Top of RECORDS SHOWN

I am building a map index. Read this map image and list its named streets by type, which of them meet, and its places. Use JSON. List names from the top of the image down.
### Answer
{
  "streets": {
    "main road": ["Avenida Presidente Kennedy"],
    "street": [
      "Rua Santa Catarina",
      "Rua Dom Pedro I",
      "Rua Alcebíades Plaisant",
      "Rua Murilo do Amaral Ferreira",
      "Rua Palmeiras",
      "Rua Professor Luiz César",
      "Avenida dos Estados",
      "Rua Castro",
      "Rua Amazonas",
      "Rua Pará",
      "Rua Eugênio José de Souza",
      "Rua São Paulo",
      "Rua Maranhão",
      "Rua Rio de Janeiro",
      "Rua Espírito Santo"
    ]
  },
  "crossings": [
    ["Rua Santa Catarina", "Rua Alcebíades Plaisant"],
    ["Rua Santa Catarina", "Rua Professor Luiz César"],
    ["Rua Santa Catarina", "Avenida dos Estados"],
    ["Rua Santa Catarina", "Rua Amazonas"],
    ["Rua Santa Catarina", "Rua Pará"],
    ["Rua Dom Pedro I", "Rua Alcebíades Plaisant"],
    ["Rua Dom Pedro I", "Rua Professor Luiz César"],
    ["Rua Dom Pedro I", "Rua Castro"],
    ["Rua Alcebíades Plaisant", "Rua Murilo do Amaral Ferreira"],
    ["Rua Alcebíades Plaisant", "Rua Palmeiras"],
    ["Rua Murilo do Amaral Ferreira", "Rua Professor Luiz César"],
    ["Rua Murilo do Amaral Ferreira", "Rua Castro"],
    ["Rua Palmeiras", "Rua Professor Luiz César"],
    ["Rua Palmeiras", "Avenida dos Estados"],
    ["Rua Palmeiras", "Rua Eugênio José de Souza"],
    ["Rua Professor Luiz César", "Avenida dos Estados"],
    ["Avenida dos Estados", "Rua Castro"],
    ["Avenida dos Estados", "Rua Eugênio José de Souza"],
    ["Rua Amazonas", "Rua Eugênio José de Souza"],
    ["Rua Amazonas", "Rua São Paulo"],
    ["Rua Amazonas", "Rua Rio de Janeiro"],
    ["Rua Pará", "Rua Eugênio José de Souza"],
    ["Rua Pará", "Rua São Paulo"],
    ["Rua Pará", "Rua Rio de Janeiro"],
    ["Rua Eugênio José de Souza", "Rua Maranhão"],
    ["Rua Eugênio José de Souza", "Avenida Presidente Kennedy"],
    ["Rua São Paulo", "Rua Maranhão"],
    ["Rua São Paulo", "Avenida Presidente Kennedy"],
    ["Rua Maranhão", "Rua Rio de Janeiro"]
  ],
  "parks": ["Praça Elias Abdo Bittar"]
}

Bottom of RECORDS SHOWN

*TASK DESCRIPTION*
The word "Alcebíades" may appear in several lines of the data; copy every line where it does.

*OUTPUT OF THE TASK*
      "Rua Alcebíades Plaisant",
    ["Rua Santa Catarina", "Rua Alcebíades Plaisant"],
    ["Rua Dom Pedro I", "Rua Alcebíades Plaisant"],
    ["Rua Alcebíades Plaisant", "Rua Murilo do Amaral Ferreira"],
    ["Rua Alcebíades Plaisant", "Rua Palmeiras"],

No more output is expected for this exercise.